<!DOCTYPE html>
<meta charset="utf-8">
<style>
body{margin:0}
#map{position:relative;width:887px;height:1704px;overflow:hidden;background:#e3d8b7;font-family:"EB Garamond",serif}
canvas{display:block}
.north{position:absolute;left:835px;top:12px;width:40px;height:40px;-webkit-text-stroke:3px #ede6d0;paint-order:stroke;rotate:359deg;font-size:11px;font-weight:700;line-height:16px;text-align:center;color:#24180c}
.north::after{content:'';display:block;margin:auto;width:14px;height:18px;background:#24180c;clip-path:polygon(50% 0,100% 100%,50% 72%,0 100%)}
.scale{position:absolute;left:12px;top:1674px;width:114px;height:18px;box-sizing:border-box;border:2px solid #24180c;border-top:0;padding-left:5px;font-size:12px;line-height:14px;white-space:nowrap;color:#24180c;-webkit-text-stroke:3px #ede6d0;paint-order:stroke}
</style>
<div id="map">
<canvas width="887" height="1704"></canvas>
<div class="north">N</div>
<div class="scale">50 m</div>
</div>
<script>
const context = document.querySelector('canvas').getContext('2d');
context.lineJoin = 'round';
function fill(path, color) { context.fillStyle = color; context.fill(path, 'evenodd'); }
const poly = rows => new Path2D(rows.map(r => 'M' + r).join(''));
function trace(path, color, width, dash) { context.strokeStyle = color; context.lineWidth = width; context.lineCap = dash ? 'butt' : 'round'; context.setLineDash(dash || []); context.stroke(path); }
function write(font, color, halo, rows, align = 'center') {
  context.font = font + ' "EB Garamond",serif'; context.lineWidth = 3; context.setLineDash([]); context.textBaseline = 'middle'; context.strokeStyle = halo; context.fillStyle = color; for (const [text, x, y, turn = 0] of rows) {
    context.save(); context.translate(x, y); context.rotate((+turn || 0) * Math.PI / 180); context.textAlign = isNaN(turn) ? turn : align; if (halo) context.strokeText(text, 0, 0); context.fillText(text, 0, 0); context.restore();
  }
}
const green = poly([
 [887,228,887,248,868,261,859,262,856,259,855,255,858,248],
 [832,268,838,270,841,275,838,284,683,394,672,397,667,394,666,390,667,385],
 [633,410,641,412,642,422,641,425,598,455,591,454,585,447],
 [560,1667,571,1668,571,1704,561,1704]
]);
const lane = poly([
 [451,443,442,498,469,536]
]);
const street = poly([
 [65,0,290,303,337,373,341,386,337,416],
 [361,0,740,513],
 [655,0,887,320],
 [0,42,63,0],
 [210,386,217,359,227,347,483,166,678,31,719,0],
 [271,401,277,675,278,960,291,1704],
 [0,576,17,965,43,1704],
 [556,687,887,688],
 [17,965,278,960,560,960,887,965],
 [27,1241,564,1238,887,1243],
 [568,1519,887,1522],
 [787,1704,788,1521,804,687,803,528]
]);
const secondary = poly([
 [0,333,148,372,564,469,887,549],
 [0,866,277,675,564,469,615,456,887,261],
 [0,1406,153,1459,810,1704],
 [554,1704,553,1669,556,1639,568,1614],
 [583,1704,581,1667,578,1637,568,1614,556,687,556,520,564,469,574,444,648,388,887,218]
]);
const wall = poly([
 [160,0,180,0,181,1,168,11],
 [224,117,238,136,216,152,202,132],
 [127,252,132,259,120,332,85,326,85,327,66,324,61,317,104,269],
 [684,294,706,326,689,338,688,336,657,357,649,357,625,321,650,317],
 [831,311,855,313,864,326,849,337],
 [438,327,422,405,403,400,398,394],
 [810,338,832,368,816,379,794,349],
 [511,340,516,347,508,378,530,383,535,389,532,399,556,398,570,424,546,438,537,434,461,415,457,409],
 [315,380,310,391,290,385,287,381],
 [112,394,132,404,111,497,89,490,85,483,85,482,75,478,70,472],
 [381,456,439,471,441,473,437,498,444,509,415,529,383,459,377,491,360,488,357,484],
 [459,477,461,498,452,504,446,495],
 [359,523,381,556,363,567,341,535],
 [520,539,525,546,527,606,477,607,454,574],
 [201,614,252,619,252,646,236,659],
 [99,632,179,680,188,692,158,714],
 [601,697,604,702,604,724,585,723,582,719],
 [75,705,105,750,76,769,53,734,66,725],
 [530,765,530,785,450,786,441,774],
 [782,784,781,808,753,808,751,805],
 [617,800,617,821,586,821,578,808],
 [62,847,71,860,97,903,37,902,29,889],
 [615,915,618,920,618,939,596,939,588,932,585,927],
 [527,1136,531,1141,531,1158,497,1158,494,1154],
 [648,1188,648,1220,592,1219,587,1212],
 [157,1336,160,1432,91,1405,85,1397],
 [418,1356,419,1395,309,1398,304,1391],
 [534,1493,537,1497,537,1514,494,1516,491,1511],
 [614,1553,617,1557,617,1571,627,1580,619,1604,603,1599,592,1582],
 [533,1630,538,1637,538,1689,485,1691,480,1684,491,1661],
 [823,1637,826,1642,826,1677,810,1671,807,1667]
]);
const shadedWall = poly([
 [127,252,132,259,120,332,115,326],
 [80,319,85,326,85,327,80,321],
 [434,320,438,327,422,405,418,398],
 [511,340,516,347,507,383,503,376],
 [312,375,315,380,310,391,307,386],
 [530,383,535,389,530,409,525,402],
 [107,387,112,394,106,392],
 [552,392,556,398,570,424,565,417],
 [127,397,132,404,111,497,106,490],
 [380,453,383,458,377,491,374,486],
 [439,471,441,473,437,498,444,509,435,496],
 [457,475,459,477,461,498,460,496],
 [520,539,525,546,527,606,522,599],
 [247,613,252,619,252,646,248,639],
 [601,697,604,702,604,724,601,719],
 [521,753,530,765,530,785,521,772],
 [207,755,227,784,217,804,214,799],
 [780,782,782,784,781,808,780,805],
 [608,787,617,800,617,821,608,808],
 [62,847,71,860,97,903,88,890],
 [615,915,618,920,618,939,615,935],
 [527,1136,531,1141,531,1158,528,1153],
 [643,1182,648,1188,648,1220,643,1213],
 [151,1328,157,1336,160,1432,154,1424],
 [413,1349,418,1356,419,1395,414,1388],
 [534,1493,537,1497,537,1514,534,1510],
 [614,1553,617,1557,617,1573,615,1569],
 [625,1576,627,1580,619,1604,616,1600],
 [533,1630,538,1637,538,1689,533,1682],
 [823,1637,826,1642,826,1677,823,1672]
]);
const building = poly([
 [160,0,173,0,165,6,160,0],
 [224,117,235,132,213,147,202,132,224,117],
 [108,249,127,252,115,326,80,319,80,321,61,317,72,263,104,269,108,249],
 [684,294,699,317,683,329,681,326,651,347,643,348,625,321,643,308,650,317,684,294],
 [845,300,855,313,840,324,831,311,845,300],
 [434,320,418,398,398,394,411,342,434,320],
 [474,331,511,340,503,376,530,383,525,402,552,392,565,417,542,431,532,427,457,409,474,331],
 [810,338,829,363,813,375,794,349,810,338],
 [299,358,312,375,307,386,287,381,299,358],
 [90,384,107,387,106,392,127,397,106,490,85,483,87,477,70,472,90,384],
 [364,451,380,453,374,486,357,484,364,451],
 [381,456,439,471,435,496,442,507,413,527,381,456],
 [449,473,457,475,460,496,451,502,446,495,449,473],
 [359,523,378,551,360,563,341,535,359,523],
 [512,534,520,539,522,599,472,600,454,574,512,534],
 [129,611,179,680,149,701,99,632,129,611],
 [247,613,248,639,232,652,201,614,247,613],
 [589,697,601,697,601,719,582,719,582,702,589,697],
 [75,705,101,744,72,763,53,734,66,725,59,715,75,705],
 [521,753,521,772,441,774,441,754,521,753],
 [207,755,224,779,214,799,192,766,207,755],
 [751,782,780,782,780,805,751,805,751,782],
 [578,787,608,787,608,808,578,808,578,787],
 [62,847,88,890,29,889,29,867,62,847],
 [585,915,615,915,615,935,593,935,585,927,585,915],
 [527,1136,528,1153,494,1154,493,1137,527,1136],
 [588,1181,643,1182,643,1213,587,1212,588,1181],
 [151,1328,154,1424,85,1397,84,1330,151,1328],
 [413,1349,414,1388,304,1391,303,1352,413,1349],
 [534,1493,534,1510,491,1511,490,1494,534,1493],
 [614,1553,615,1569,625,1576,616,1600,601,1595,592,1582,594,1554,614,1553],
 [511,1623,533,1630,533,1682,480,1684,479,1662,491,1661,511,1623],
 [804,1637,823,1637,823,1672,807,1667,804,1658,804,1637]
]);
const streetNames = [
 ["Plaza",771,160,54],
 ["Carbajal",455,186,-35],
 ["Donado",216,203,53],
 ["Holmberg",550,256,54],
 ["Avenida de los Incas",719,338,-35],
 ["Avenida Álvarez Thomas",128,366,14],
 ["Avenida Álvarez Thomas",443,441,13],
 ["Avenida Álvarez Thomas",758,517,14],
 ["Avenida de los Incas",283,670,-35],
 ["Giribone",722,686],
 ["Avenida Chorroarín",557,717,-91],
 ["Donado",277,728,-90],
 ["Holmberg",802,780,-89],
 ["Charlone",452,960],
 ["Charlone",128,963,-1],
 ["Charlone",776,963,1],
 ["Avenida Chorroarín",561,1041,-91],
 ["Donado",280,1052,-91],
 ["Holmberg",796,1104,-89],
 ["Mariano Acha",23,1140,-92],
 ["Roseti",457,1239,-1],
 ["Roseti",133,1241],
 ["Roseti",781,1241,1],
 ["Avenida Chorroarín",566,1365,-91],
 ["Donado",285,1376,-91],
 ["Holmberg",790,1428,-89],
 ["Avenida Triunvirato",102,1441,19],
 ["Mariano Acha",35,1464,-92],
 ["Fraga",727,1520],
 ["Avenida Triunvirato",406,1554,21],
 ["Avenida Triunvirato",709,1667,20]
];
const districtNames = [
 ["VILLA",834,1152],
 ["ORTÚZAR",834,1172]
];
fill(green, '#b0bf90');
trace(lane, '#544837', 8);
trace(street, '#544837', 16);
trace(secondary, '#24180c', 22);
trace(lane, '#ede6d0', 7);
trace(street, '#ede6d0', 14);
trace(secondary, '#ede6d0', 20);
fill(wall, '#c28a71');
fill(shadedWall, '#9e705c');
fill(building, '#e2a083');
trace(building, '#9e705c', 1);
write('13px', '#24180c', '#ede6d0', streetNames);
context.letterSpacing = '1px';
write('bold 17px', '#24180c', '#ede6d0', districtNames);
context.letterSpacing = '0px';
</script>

————

• _ACTIVITY_:
Copy out each line of the data that has the word "fillStyle" in it.

• _TASK ANSWER_:
function fill(path, color) { context.fillStyle = color; context.fill(path, 'evenodd'); }
  context.font = font + ' "EB Garamond",serif'; context.lineWidth = 3; context.setLineDash([]); context.textBaseline = 'middle'; context.strokeStyle = halo; context.fillStyle = color; for (const [text, x, y, turn = 0] of rows) {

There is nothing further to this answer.